For our last blog, we were asked to respond to Against Theory by Knapps and Michael. The essay proposes that, "meaning is just another name for expressed intention, knowledge just another name for true belief, but theory is not just another name for practice. It is the name for all the ways people have tried to stand outside practice in order to govern practice from without. Our thesis has been that no one can reach a position outside practice, that theorists should stop trying, and that the theoretical enterprise should therefore come to an end."
For my part I do not recognize a problem with theory, and for the most part I believe that Knapps and Michael harm their claims by relying upon truth claims and value judgments. In fact, there is a fundamental element of discourse I believe may not have been covered in the section of the essay that we have read.

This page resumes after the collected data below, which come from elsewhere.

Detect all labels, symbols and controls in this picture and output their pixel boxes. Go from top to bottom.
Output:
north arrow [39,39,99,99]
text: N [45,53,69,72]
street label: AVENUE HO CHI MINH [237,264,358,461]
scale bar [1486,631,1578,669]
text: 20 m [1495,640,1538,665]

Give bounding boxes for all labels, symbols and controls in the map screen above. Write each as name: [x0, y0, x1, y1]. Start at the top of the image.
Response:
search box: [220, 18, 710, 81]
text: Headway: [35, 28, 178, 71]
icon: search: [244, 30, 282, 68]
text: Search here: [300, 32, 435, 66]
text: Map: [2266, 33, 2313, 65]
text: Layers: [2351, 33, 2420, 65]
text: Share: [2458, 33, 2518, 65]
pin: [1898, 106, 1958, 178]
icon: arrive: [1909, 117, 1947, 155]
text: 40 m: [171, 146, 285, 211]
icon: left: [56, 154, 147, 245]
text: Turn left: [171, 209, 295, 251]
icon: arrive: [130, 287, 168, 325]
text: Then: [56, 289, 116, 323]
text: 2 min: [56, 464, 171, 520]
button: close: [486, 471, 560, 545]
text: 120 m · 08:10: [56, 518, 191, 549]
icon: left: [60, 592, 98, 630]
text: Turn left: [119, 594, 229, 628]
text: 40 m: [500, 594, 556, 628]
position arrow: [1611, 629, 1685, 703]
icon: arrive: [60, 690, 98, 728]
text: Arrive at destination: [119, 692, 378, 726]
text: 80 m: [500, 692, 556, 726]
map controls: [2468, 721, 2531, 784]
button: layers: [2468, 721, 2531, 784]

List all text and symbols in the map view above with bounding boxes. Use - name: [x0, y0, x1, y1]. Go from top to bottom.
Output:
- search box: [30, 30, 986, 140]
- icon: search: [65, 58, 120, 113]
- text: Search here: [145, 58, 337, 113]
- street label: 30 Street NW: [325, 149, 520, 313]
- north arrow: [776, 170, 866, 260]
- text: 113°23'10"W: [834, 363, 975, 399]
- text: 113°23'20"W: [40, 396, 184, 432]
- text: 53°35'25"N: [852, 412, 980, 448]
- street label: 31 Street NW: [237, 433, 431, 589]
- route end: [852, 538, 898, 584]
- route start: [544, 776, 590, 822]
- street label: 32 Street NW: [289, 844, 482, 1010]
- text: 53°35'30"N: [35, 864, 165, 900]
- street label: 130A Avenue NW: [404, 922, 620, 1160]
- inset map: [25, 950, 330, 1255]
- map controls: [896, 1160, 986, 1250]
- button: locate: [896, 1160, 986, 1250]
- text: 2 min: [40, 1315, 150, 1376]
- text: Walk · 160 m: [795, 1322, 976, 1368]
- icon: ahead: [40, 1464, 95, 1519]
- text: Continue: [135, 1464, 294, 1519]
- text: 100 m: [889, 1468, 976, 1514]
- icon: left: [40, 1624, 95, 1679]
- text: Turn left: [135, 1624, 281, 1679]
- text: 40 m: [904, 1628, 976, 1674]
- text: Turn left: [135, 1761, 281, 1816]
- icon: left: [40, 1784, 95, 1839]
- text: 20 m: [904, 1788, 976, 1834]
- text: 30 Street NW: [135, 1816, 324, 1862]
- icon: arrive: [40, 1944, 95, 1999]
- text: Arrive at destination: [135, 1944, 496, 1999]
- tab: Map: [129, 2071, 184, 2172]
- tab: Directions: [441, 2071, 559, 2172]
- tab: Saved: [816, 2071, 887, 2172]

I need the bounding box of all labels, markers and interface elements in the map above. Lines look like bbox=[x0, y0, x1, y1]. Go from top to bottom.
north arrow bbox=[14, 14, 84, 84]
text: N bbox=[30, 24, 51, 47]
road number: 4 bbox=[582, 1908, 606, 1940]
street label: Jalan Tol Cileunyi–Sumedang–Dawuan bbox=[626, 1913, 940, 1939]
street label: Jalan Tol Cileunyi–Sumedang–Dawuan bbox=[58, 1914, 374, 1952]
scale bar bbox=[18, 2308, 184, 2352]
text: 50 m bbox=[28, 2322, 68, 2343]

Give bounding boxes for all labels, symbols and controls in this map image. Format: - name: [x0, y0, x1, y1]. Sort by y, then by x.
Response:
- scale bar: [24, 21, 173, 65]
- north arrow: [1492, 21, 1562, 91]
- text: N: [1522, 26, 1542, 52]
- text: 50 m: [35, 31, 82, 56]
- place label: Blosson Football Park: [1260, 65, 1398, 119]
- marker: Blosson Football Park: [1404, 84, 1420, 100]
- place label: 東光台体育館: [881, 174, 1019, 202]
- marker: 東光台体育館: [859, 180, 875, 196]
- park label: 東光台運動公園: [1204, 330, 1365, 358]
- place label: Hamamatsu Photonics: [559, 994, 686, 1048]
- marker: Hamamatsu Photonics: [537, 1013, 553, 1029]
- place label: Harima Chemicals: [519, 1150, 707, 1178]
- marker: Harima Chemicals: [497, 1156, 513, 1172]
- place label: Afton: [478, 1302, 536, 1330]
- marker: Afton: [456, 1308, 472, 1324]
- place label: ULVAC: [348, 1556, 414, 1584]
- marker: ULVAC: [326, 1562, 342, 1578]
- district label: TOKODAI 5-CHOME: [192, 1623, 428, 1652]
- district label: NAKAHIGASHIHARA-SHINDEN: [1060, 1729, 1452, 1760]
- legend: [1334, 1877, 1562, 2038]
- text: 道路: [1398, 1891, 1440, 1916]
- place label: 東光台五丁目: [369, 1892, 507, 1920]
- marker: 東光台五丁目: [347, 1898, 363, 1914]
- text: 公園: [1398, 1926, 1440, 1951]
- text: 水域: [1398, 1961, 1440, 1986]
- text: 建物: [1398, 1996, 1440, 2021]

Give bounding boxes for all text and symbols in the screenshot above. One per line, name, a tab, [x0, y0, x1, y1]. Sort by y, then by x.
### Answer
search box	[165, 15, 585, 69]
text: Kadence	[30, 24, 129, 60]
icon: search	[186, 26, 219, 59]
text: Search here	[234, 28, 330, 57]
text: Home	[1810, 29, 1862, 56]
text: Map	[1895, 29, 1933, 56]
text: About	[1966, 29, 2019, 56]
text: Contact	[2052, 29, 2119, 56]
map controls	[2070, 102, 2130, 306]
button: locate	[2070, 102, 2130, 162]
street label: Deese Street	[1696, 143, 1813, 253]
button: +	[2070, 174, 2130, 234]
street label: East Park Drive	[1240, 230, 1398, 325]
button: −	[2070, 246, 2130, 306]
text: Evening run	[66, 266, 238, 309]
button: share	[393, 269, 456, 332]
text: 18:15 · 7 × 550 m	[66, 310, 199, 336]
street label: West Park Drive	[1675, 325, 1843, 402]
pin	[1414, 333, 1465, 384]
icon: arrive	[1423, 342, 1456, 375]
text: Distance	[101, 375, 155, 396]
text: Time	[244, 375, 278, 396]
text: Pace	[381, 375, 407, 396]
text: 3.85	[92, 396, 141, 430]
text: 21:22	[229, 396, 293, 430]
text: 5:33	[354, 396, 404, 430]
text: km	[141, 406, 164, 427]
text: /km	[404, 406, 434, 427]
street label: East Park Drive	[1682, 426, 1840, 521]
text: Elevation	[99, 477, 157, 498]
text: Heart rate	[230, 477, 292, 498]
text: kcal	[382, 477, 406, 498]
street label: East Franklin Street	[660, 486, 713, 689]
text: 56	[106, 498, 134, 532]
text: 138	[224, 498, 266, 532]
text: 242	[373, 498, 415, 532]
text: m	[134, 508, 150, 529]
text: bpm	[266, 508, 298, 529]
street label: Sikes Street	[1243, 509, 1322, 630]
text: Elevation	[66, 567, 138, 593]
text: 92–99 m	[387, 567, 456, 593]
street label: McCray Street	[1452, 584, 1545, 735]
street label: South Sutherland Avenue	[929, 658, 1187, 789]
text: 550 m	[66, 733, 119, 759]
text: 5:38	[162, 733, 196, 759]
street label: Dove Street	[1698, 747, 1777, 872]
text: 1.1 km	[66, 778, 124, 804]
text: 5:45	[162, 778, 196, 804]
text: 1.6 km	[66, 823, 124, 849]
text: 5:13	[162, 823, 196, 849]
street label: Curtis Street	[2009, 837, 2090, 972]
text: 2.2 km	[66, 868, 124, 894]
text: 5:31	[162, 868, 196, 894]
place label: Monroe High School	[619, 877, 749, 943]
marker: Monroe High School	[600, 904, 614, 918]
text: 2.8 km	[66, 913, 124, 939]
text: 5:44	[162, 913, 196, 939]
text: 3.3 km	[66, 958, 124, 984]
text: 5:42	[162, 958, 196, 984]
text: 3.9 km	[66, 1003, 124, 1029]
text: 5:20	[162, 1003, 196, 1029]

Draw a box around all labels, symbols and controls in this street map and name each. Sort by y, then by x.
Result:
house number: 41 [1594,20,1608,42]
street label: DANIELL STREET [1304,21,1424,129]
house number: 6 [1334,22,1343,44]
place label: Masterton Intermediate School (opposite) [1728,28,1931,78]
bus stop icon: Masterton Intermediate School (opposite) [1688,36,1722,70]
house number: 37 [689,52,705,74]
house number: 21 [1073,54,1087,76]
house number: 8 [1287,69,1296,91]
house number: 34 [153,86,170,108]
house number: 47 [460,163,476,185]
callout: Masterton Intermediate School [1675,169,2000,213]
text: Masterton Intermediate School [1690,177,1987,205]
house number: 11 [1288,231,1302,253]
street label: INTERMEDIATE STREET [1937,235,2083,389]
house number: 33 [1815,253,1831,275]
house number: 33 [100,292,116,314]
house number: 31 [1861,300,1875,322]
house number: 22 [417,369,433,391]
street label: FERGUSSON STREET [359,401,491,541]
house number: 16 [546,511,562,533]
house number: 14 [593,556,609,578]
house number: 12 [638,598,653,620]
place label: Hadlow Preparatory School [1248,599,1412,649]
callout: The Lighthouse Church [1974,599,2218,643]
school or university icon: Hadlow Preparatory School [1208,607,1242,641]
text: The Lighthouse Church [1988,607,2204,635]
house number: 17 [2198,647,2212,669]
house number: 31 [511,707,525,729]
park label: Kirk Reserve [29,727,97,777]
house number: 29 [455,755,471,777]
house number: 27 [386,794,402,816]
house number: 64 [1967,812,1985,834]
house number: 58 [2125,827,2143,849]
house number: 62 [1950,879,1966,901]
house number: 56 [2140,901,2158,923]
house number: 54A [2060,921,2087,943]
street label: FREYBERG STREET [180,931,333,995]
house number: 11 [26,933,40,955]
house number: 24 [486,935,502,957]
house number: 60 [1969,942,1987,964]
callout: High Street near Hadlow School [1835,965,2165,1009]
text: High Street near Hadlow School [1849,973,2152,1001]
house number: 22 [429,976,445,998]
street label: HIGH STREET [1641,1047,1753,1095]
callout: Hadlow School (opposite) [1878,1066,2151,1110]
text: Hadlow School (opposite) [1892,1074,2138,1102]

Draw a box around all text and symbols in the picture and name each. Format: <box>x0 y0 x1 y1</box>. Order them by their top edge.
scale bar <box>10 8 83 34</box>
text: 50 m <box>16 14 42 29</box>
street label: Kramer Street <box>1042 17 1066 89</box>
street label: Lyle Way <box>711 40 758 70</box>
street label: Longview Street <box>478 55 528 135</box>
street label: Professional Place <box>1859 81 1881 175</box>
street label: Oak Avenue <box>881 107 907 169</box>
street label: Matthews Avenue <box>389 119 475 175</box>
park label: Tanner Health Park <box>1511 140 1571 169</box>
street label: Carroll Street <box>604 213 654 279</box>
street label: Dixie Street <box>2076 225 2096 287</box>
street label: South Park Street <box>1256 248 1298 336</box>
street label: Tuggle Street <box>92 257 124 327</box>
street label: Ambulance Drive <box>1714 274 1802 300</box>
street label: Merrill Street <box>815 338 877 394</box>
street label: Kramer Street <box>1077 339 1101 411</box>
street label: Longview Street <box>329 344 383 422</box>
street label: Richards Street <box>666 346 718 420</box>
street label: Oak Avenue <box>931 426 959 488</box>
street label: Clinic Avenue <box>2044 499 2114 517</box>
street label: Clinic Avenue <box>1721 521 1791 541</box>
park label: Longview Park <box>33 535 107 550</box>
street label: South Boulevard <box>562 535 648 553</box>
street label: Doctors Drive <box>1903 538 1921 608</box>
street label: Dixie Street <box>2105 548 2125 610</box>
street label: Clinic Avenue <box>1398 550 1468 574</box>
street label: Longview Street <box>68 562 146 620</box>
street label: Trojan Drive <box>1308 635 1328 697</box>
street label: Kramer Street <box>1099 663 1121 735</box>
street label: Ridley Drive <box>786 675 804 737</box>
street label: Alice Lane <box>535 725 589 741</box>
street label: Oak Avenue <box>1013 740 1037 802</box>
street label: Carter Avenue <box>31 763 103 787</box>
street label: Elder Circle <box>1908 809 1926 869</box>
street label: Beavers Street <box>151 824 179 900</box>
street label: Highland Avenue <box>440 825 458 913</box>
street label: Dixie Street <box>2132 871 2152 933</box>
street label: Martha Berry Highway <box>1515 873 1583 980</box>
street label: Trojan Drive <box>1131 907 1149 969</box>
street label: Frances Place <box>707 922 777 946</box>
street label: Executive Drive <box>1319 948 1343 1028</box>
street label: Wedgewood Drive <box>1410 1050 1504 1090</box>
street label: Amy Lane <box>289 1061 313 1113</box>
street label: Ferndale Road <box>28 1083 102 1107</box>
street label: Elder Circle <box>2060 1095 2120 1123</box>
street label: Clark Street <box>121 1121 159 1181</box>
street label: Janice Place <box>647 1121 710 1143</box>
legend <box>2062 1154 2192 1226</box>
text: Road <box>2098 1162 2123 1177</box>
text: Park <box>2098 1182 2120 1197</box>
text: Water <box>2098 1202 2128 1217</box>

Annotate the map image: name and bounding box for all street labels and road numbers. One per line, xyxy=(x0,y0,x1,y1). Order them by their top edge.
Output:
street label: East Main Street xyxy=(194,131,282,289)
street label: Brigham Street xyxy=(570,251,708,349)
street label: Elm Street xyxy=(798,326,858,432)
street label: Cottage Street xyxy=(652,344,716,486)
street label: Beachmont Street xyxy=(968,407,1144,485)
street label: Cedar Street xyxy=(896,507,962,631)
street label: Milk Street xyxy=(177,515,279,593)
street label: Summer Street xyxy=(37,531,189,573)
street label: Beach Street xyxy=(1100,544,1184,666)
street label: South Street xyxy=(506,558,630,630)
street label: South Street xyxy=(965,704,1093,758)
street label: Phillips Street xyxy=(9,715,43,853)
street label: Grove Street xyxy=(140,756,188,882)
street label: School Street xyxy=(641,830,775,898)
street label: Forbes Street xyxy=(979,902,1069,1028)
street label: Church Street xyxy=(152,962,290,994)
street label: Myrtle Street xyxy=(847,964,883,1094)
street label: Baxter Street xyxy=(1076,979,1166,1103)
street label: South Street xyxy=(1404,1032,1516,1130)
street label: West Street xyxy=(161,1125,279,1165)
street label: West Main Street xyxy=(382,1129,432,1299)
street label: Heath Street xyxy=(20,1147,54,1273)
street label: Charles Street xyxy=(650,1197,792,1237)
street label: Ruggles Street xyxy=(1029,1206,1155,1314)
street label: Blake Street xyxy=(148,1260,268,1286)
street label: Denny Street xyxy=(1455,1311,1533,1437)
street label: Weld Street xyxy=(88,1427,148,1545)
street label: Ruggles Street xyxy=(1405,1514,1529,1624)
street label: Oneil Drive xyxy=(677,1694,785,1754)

The way I understand it, all that is required for an assertion about a text in Critical Theory is that it needs to be grounded in the text. That is, for any assertion that one might make, one must first provide evidence present in the text to support such a claim. This is my grasp of the theoretical project. I do not understand critical theory to suppose value judgments or dismiss one interpretation of a text in favor of another, rather it is simply to propose a method of analyzing any given text which makes an interpretation possible. The goal of critical theory should never be to discourage or inhibit an interpretation, I should think, and no interpretation should be taken as definitive, including the author's: i.e. if the author reads a text in a certain way, while everyone else reads it to mean something else, then so long as these interpretations are grounded in the text, they are always valid. However more than anything else I believe the project of theory amounts to a demonstration of the subjectivity of meaning.